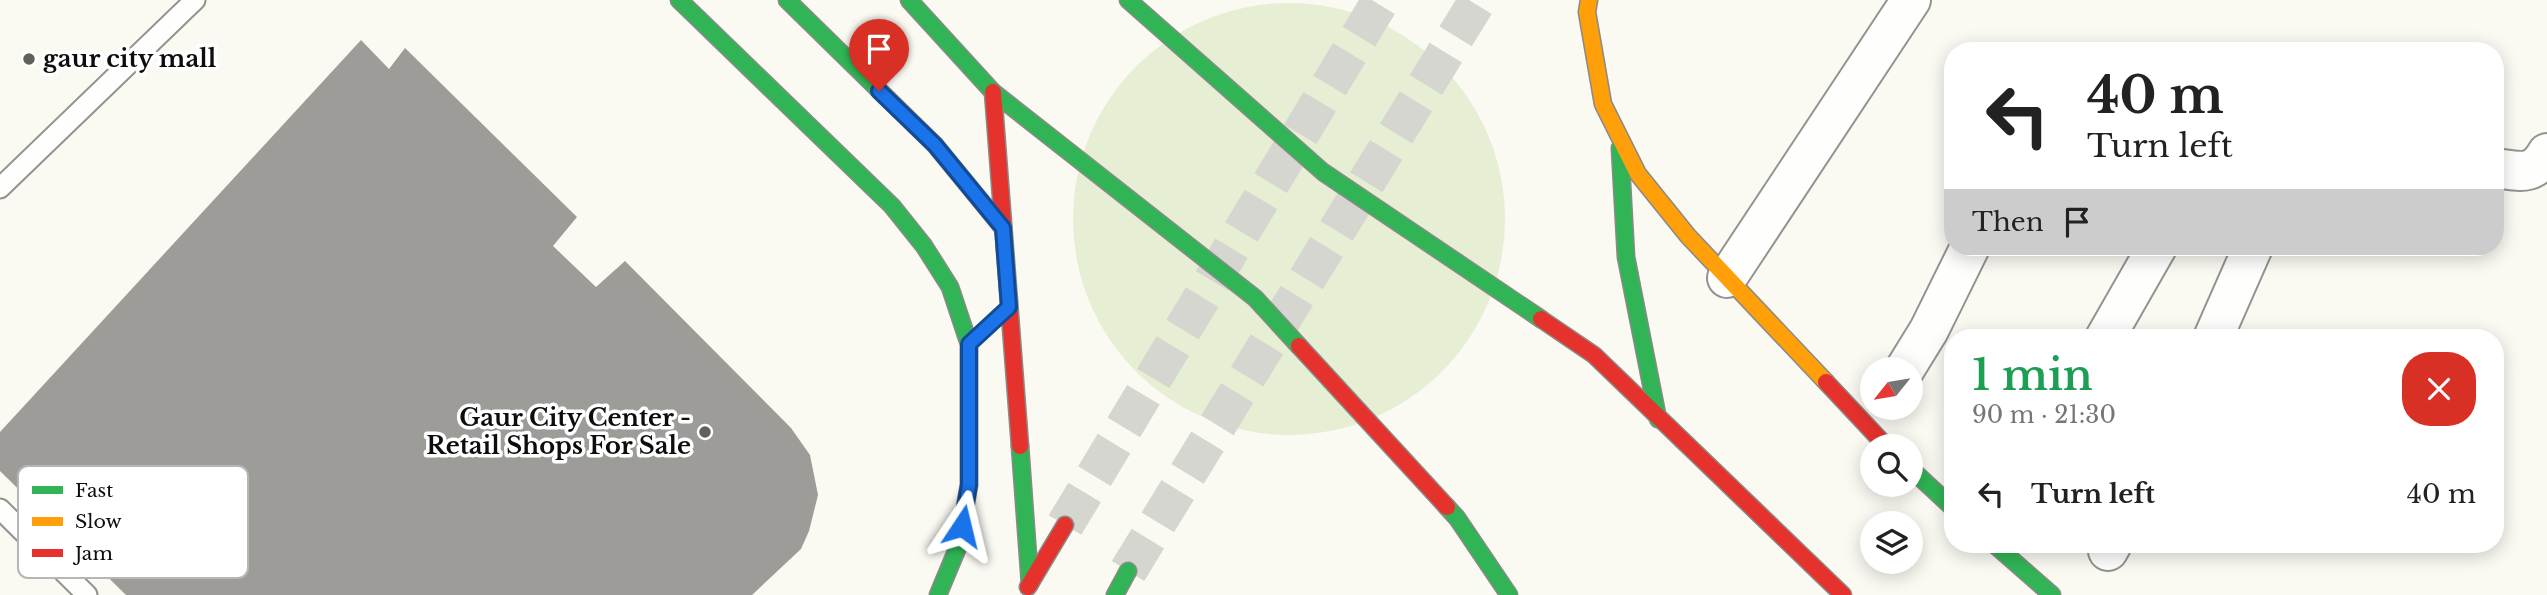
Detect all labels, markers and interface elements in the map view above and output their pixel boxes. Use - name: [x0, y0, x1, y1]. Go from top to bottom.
- pin: [849, 19, 909, 91]
- icon: arrive: [860, 30, 898, 68]
- place label: gaur city mall: [43, 44, 217, 73]
- marker: gaur city mall: [21, 51, 37, 67]
- text: 40 m: [2087, 65, 2224, 126]
- icon: left: [1972, 70, 2063, 161]
- text: Turn left: [2087, 126, 2233, 166]
- icon: arrive: [2058, 203, 2096, 241]
- text: Then: [1972, 206, 2044, 238]
- text: 1 min: [1972, 349, 2093, 401]
- button: close: [2402, 352, 2476, 426]
- north arrow: [1860, 357, 1923, 420]
- map controls: [1860, 357, 1923, 574]
- text: 90 m · 21:30: [1972, 401, 2116, 429]
- place label: Gaur City Center - Retail Shops For Sale: [426, 403, 691, 460]
- marker: Gaur City Center - Retail Shops For Sale: [697, 424, 713, 440]
- button: search: [1860, 434, 1923, 497]
- legend: [18, 466, 248, 578]
- icon: left: [1972, 475, 2010, 513]
- text: Turn left: [2031, 478, 2155, 510]
- text: 40 m: [2407, 478, 2476, 510]
- text: Fast: [75, 479, 114, 502]
- position arrow: [925, 489, 999, 563]
- text: Slow: [75, 510, 122, 533]
- button: layers: [1860, 511, 1923, 574]
- text: Jam: [72, 542, 113, 565]

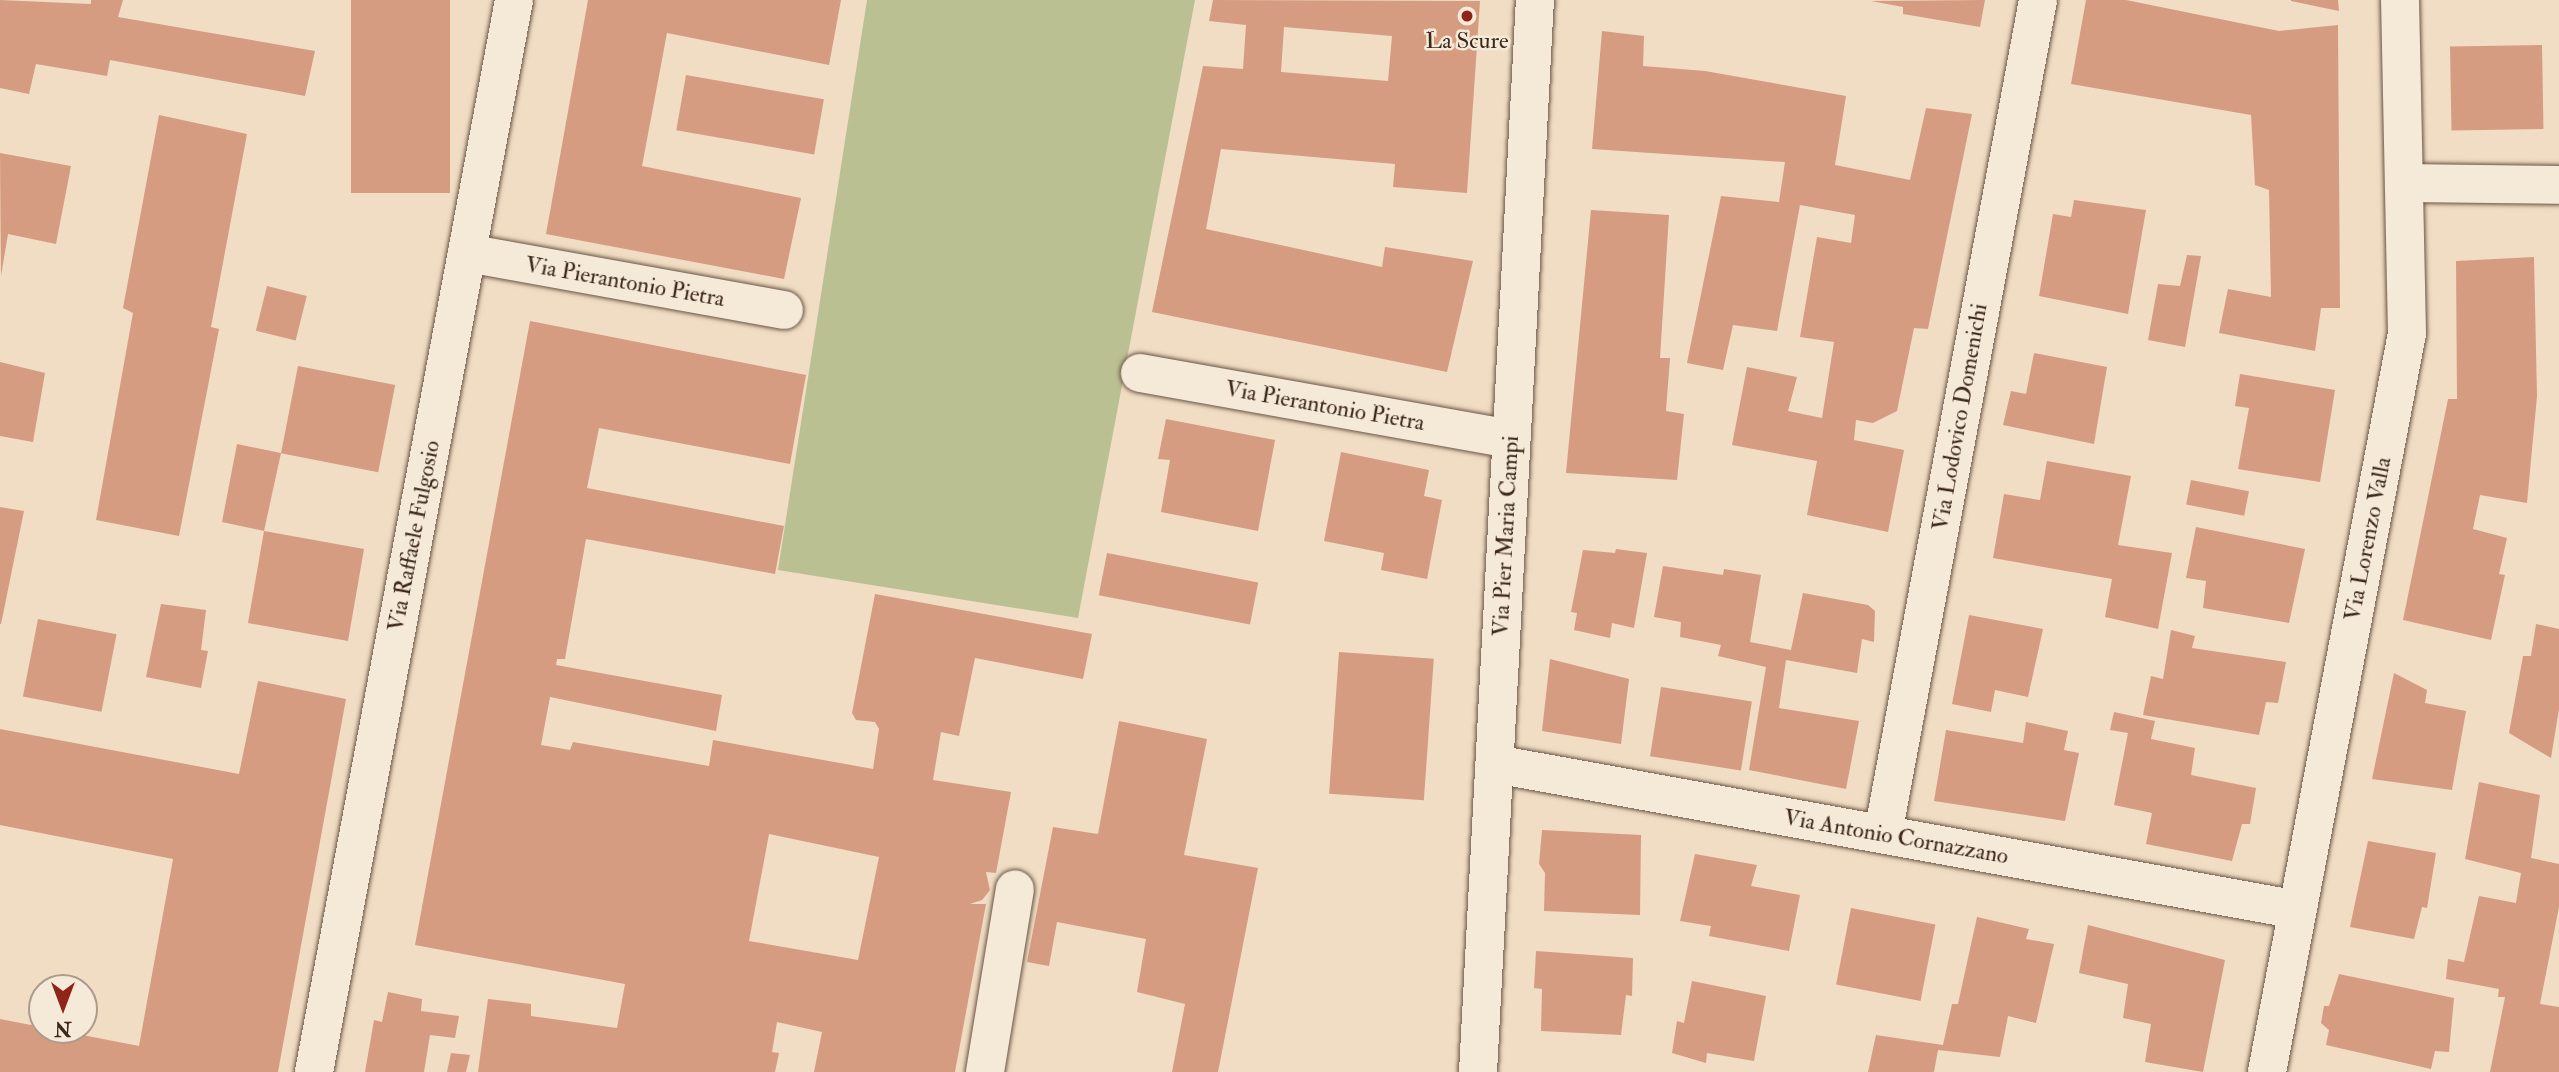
◇ ◇ ◇ ◇ ◇
Leaving out any images, restate every record word for word.

Solved problem:
Detect all labels, markers and interface elements in the map view above and output their pixel boxes. Use - name: [x0, y0, x1, y1]. Go from top to bottom.
- pin: [849, 19, 909, 91]
- icon: arrive: [860, 30, 898, 68]
- place label: gaur city mall: [43, 44, 217, 73]
- marker: gaur city mall: [21, 51, 37, 67]
- text: 40 m: [2087, 65, 2224, 126]
- icon: left: [1972, 70, 2063, 161]
- text: Turn left: [2087, 126, 2233, 166]
- icon: arrive: [2058, 203, 2096, 241]
- text: Then: [1972, 206, 2044, 238]
- text: 1 min: [1972, 349, 2093, 401]
- button: close: [2402, 352, 2476, 426]
- north arrow: [1860, 357, 1923, 420]
- map controls: [1860, 357, 1923, 574]
- text: 90 m · 21:30: [1972, 401, 2116, 429]
- place label: Gaur City Center - Retail Shops For Sale: [426, 403, 691, 460]
- marker: Gaur City Center - Retail Shops For Sale: [697, 424, 713, 440]
- button: search: [1860, 434, 1923, 497]
- legend: [18, 466, 248, 578]
- icon: left: [1972, 475, 2010, 513]
- text: Turn left: [2031, 478, 2155, 510]
- text: 40 m: [2407, 478, 2476, 510]
- text: Fast: [75, 479, 114, 502]
- position arrow: [925, 489, 999, 563]
- text: Slow: [75, 510, 122, 533]
- button: layers: [1860, 511, 1923, 574]
- text: Jam: [72, 542, 113, 565]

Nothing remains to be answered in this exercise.